What you have to do
Return every line in the entries below where the word "solid" shows up.

########################################

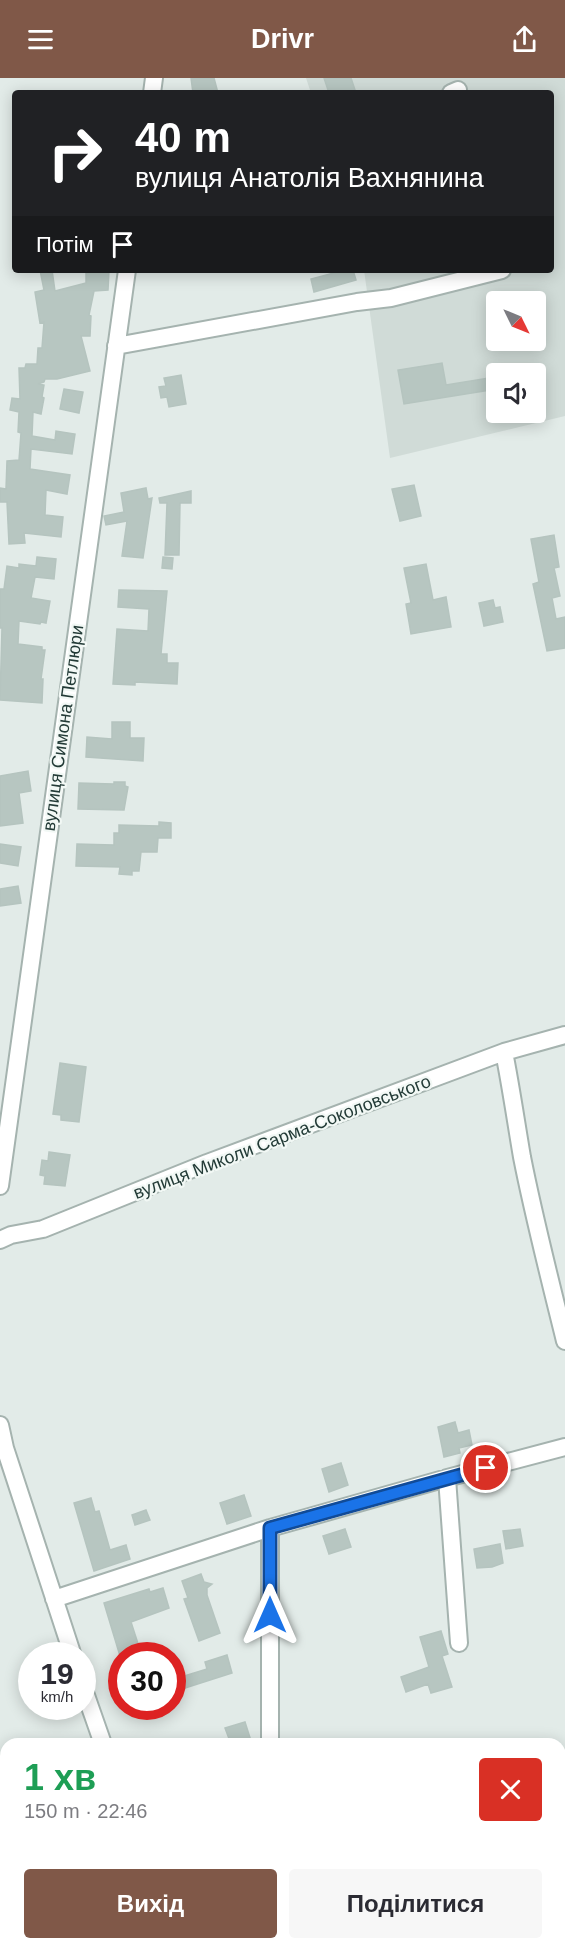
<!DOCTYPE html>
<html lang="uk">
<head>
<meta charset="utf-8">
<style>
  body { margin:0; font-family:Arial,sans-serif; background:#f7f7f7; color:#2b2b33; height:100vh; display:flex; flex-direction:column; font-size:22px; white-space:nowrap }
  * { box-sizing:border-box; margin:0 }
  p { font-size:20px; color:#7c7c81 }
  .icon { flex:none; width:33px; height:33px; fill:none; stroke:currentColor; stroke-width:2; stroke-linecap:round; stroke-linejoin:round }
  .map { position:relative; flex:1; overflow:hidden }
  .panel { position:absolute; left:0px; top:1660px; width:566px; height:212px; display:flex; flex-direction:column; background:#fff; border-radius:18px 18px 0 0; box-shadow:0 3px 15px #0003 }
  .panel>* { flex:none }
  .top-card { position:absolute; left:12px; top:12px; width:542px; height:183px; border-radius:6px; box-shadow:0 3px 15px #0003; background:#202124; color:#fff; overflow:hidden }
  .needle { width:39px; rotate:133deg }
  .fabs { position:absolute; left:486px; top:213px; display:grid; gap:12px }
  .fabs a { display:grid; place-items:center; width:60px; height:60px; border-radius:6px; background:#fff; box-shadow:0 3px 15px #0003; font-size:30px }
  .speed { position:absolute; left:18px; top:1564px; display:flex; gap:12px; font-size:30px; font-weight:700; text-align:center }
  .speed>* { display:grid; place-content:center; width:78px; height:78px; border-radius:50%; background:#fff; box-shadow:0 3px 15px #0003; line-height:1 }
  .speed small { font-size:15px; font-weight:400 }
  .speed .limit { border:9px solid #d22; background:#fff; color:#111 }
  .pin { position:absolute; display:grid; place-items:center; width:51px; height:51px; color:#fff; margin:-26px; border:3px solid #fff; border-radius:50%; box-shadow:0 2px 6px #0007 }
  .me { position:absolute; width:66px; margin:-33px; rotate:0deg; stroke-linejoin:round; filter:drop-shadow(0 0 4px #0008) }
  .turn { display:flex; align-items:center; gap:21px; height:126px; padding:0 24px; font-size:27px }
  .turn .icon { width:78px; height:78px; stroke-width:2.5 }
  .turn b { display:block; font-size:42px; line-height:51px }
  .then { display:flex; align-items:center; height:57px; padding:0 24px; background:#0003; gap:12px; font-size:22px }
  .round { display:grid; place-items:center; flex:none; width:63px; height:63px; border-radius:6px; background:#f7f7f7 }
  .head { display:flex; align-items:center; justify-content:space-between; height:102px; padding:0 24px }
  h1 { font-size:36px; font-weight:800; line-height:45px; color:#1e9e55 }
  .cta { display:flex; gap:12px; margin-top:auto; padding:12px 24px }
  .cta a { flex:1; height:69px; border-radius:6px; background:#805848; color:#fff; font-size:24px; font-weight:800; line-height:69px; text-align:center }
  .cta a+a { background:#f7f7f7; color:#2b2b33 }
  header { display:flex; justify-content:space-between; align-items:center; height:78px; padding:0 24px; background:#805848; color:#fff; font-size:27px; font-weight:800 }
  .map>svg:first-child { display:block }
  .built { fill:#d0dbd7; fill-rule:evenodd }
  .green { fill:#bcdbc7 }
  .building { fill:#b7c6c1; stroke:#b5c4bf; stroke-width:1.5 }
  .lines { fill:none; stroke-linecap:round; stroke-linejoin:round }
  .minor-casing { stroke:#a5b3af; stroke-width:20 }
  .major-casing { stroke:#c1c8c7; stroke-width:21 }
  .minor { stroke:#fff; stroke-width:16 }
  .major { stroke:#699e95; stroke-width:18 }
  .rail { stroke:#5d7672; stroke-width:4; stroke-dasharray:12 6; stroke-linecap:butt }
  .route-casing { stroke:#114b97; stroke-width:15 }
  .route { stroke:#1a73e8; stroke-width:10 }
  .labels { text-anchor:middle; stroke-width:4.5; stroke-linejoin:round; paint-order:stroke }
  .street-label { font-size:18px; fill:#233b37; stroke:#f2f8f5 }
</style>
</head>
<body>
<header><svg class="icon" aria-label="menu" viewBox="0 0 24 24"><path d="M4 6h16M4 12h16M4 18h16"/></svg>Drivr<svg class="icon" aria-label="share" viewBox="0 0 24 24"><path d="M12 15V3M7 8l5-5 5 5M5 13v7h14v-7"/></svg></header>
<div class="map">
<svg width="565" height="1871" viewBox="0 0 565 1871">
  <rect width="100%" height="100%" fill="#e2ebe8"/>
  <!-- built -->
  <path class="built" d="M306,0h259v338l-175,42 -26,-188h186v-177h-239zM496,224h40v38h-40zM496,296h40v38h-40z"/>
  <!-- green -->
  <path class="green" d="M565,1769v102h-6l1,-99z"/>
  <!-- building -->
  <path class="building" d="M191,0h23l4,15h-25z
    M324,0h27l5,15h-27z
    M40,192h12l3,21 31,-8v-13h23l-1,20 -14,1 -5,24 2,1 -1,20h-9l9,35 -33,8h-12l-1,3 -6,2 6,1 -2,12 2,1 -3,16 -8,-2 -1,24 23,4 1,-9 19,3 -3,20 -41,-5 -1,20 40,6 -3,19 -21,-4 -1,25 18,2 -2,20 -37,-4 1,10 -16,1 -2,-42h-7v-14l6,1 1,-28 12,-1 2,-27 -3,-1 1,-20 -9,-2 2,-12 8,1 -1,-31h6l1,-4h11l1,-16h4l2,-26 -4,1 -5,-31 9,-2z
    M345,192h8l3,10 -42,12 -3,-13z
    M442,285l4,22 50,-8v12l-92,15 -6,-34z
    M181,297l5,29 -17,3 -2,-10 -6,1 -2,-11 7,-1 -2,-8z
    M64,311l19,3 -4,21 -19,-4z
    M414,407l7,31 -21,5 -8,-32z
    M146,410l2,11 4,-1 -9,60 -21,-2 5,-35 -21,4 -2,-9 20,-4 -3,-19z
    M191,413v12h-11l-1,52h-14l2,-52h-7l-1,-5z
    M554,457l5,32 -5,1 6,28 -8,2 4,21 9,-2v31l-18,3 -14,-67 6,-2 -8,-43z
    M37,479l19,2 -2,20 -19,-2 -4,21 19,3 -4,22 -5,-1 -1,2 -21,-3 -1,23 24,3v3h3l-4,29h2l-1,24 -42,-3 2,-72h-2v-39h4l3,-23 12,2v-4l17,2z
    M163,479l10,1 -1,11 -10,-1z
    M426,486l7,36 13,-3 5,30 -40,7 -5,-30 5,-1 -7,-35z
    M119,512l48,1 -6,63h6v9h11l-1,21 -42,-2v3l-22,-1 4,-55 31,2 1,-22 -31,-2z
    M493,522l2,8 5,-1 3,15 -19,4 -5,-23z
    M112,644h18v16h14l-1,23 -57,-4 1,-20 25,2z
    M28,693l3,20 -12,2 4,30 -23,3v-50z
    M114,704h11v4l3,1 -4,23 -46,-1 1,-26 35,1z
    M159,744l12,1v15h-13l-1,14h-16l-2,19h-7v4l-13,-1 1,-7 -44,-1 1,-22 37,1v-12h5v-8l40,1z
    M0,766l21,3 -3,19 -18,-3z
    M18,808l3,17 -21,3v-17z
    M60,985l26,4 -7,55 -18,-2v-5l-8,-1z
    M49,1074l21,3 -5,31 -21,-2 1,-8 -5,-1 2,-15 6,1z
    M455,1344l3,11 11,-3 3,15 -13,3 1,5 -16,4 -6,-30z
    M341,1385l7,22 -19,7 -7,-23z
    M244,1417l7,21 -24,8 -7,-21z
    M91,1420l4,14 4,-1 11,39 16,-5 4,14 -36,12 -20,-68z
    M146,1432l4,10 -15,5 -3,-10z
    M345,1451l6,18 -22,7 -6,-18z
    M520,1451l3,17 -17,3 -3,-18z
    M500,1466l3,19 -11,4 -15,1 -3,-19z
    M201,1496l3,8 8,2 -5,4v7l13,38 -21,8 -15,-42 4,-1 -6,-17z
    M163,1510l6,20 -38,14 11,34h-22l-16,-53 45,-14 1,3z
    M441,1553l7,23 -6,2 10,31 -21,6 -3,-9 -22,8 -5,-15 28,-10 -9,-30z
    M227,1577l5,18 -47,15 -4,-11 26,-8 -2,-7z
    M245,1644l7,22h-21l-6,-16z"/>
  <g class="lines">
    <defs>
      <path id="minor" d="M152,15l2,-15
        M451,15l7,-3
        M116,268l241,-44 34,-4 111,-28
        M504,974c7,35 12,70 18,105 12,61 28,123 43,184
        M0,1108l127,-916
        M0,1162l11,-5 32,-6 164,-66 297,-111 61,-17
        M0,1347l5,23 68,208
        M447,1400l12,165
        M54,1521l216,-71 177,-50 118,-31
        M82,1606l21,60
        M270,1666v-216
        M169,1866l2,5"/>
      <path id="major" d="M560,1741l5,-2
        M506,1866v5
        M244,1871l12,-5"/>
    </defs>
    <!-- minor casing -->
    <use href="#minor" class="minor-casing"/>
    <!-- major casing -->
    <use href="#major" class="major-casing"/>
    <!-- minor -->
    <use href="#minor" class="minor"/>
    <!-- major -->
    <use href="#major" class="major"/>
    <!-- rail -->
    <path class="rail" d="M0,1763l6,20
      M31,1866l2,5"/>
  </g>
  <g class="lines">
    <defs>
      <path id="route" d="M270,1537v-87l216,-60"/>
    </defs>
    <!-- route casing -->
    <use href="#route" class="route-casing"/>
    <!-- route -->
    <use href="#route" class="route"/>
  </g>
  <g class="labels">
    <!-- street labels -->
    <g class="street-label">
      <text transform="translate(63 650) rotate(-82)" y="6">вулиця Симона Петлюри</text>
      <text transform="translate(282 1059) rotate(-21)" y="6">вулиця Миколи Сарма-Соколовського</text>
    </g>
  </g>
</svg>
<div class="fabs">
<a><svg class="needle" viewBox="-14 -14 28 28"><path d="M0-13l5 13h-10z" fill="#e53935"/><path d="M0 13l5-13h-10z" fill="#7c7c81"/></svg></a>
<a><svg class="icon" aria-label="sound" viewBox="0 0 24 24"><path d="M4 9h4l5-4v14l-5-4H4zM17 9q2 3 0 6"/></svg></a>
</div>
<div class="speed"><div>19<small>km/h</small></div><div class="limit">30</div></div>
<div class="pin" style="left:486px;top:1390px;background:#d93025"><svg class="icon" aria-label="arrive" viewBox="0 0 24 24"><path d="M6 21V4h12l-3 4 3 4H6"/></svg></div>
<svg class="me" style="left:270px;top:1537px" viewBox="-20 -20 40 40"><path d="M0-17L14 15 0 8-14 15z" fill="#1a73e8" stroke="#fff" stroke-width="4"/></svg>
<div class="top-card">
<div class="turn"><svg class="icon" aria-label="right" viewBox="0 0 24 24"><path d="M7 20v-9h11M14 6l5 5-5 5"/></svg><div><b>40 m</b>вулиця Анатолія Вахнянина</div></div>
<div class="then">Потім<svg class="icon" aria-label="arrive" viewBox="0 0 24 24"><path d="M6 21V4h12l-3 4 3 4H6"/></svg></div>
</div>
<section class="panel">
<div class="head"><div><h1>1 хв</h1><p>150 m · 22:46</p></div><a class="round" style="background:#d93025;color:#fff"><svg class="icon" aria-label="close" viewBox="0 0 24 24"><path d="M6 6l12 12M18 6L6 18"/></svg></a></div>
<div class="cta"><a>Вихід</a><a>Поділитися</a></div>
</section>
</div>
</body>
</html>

########################################

Solution to this exercise
  .speed .limit { border:9px solid #d22; background:#fff; color:#111 }
  .pin { position:absolute; display:grid; place-items:center; width:51px; height:51px; color:#fff; margin:-26px; border:3px solid #fff; border-radius:50%; box-shadow:0 2px 6px #0007 }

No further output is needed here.